AMR Developmental Trends
As autonomous mobile robots enter the marketplace, there are new developmental trends on the horizon. Improvement in the sophistication of AMR onboard sensors is still a focus of the companies developing these robots. Though many are already equipped with sensors for navigational purposes, they aren’t always as sophisticated as users might like them to be.
As the network of sensors available is expanded, the robots will gain even more autonomy over their ability to navigate around a warehouse. They will be able to dodge people and other obstacles in real time and update their internal maps as they go. It will simply require more work and research to continue to improve the navigation of these robots in the next several years.
Mobile manipulation is another area of research in the autonomous mobile robot industry.
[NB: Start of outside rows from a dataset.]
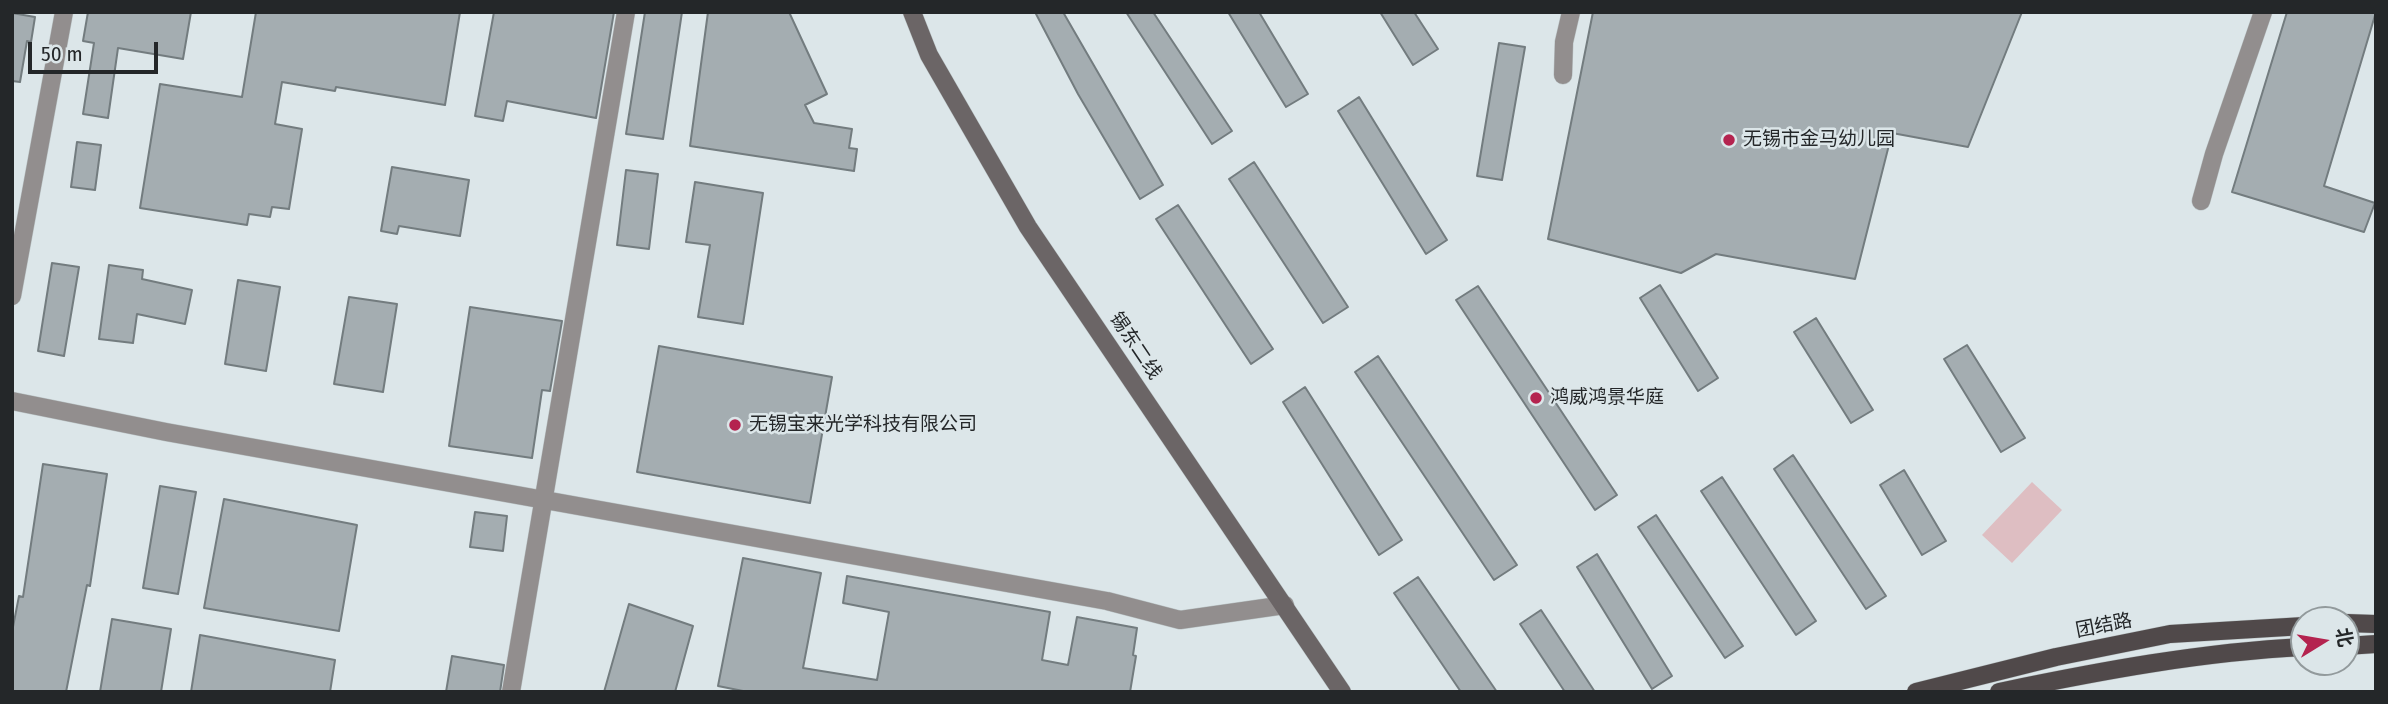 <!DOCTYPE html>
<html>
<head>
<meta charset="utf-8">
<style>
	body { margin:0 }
	#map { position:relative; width:2388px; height:704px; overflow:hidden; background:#dce6e9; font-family:"Fira Sans Condensed","Noto Sans SC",sans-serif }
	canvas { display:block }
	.frame { position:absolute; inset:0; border:14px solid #242729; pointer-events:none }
	.north { position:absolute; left:2290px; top:606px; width:70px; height:70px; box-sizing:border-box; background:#dce6e9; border:2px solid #929a9c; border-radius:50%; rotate:79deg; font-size:19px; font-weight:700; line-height:28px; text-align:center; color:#242729 }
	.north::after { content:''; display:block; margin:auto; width:24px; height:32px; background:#b4234f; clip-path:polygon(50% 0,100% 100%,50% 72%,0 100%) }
	.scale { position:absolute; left:28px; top:42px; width:130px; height:32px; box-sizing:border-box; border:4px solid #242729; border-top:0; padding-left:9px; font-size:21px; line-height:24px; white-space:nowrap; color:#242729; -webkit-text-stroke:5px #dce6e9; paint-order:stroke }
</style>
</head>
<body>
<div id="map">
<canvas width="2388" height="704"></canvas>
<div class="frame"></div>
<div class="north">北</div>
<div class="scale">50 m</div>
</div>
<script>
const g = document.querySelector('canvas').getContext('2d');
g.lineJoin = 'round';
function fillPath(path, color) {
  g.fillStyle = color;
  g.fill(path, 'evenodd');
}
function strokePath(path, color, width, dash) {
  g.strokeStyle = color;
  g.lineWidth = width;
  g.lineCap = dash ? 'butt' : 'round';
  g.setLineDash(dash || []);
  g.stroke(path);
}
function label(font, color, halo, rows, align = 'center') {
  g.font = font + ' "Fira Sans Condensed","Noto Sans SC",sans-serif';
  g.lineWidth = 5;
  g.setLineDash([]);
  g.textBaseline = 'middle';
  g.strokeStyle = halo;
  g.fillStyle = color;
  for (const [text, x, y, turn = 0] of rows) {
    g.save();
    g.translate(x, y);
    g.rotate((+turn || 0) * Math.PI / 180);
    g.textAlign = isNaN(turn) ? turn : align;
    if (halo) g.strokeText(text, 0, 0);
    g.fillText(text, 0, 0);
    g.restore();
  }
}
fillPath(new Path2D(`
	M2032 482 2062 510 2012 563 1982 535Z`), '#debec2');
const building = new Path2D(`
	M88 12H191L183 59 118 48 108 118 83 114 94 43 83 41Z
	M256 12H460L445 105 336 87 335 91 282 82 275 124 302 129 289 209 272 207 270 217 249 214 247 225 140 208 160 84 242 97Z
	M494 12H614L596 118 507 101 503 121 475 116Z
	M645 12H682L663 139 626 134Z
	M708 12H789L827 94 805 105 814 123 852 129 849 148 857 149 854 171 690 146Z
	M1035 12H1063L1163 185 1140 199 1078 94Z
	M1126 12H1153L1232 131 1212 144Z
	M1228 12H1259L1308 94 1286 107Z
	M1380 12H1414L1438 49 1413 65Z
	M1593 12H2022L1968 147 1892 133 1855 279 1716 254 1681 273 1548 239Z
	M2287 12H2376L2324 186 2375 203 2364 232 2232 192Z
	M12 13 35 17 31 42 27 41 20 82 12 81Z
	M1499 43 1525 47 1502 180 1477 176Z
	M1359 97 1447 240 1426 254 1338 111Z
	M77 142 101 145 95 190 71 187Z
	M1254 162 1348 307 1323 323 1229 179Z
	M392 167 469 180 460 236 399 226 397 234 381 231Z
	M626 170 658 174 649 249 617 245Z
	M695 182 763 193 743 324 698 317 710 245 686 242Z
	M1178 205 1273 349 1251 364 1156 219Z
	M52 263 79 267 64 356 38 351Z
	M109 265 143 270 142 279 192 290 185 324 137 314 133 343 99 339Z
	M238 280 280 287 266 371 225 364Z
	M1660 285 1718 378 1698 391 1640 298Z
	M1478 286 1617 495 1595 510 1456 300Z
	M349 297 397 304 383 392 334 384Z
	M470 307 562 321 550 391 542 390 532 458 449 446Z
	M1816 318 1873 410 1851 423 1794 332Z
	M1967 345 2025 438 2001 452 1944 359Z
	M659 346 832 377 810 503 637 472Z
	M1378 356 1517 565 1494 580 1355 372Z
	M1305 387 1402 540 1379 555 1283 402Z
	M1793 455 1886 596 1866 609 1774 469Z
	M43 464 107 474 90 586 87 585 66 692H12V632L19 596 23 597Z
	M1904 470 1946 541 1922 555 1880 485Z
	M1722 477 1816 621 1796 635 1701 491Z
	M160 486 196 492 178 594 143 588Z
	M224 499 357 525 339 631 204 608Z
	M475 512 507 516 503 551 470 547Z
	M1656 515 1743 646 1725 658 1638 527Z
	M1597 554 1672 676 1652 689 1577 567Z
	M743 558 821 573 803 668 877 680 889 612 843 603 847 576 1050 612 1042 660 1068 665 1077 617 1137 628 1133 655 1136 656 1130 692H748L718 686Z
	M1418 577 1497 692H1461L1394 593Z
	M629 604 693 626 675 692H604Z
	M1541 610 1595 692H1565L1520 624Z
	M112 619 171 629 161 692H100Z
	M200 635 335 660 330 692H191Z
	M452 656 504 665 500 692H446Z`);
fillPath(building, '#a4adb1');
strokePath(building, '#737c7f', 2);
const minor = new Path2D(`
	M1563 75 1564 42 1571 12
	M2201 201 2214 154 2263 12
	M12 296 64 12
	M12 401 166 432 1107 601 1180 620 1285 605
	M511 692 626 12`);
const secondary = new Path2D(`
	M912 12 929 55 1028 227 1342 692`);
const primary = new Path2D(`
	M2346 623 2376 624
	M2346 646 2376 644
	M1916 692 2056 657 2170 634 2304 626
	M1999 692C2100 671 2201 652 2304 647`);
strokePath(minor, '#bbc4c6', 19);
strokePath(secondary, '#bbc4c6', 19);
strokePath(primary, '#bbc4c6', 19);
strokePath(minor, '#928e8e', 18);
strokePath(secondary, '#6b6566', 18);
strokePath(primary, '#50494a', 18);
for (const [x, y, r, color] of [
	[1729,140,7,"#b4234f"],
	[1536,398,7,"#b4234f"],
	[735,425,7,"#b4234f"]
]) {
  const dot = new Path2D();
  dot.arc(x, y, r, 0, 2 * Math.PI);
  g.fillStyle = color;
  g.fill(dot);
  strokePath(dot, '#dce6e9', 2.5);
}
label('19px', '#242729', '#dce6e9', [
	["无锡市金马幼儿园",1743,140],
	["鸿威鸿景华庭",1550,398],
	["无锡宝来光学科技有限公司",749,425]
], 'left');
label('19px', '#242729', '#dce6e9', [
	["锡东二线",1135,346,56],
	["团结路",2104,626,-11]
]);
</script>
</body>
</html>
With potential applications in the healthcare industry as well as the industrial sector, sophisticated mobile manipulation by robots is just starting to be developed.
In one noted application at a recent RIA Autonomous Mobile Robot Conference in 2019, a robot demonstrated the ability to roll itself onto a truck to unload the contents it was carrying. The potential labor savings showed an annual savings number of anywhere between $438,000 and $702,000 dollars for each individual truck.
A robot like this could unload 800 to 1,000 cases off a truck by itself in an hour. It would likely take three people to unload between 600 and 800 cases off a similar truck, at a pay rate of $15/hour. These types of AMRs could potentially save companies many hundreds of thousands of dollars, along with freeing up employees from these types of tedious tasks and allowing them to focus on other areas.
The AMR Industry Continues to Grow
The AMR industry is really only in its beginning stages at the moment. In the next couple of years, it’s likely that these robots will enter numerous industries. The potential applications of AMRs are not limited to the industrial sector by any means.
As they continue to improve in sophistication, they are likely to enter many other types of industries to help streamline operations. At the moment, their greatest application is in helping meet the demand for accuracy and speed found in the age of e-commerce today. AMRs can help companies keep up!